### What this task involves
Take each line from the material below that includes the string "with" and copy it.

### Data for review
****************************************

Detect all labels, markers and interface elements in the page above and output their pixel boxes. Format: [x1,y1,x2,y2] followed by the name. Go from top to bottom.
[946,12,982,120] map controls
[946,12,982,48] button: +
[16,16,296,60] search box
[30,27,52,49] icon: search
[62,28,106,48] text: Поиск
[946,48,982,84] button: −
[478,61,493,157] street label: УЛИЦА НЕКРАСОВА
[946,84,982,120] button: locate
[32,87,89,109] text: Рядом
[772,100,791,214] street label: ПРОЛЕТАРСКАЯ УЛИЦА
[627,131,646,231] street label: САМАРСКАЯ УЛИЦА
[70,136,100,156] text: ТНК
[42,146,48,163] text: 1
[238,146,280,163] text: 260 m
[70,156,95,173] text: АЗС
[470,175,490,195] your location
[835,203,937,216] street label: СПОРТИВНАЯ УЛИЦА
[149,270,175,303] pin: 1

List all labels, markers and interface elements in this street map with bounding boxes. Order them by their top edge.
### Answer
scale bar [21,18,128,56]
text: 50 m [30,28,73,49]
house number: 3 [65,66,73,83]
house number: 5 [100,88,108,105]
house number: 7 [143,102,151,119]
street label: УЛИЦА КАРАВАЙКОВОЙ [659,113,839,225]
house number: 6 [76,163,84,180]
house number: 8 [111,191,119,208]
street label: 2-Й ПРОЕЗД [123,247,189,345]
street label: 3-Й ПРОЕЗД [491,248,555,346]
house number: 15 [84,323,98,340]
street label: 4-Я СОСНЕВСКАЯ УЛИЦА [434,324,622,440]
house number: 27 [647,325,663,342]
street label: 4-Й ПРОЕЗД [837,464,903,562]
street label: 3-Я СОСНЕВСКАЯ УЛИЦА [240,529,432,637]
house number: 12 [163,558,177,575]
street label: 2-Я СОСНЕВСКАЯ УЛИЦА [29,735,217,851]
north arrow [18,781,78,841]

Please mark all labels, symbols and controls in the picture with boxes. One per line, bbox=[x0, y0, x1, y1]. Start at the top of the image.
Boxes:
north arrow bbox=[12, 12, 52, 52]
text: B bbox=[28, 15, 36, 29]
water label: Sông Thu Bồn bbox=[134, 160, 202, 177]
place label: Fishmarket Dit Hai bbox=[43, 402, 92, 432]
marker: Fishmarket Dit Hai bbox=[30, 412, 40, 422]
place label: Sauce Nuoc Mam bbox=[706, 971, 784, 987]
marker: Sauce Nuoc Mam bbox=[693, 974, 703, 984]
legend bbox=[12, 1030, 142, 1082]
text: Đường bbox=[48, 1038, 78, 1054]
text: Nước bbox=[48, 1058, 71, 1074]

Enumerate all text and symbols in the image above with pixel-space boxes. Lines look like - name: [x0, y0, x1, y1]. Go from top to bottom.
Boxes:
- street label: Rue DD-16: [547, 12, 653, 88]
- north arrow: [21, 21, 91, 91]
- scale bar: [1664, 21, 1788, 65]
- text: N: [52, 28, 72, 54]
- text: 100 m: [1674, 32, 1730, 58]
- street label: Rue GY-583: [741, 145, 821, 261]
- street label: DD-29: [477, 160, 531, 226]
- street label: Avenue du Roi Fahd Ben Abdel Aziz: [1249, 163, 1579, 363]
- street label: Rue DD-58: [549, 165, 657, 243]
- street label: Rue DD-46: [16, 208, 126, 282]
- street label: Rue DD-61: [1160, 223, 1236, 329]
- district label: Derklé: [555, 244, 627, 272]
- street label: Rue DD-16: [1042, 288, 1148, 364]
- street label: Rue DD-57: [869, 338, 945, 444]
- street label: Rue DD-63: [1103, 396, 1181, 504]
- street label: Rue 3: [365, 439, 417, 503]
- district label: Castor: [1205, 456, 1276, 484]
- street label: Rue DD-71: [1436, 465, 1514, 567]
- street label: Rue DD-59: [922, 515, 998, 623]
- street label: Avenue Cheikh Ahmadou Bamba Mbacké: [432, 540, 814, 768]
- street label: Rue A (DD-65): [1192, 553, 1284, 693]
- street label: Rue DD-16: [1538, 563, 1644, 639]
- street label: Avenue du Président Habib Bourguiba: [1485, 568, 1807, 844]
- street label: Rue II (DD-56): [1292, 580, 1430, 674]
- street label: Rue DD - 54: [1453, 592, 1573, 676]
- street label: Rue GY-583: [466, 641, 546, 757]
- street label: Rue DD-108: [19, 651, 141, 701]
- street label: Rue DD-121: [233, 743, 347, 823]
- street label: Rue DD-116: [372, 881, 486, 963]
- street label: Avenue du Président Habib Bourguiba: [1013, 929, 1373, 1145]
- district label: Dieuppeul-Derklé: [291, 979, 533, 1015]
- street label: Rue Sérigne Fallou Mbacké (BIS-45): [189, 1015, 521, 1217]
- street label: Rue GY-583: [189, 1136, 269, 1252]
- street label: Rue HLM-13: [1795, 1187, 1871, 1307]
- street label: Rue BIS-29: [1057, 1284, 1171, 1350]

****************************************

### Task response
List all labels, markers and interface elements in this street map with bounding boxes. Order them by their top edge.
Please mark all labels, symbols and controls in the picture with boxes. One per line, bbox=[x0, y0, x1, y1]. Start at the top of the image.
Enumerate all text and symbols in the image above with pixel-space boxes. Lines look like - name: [x0, y0, x1, y1]. Go from top to bottom.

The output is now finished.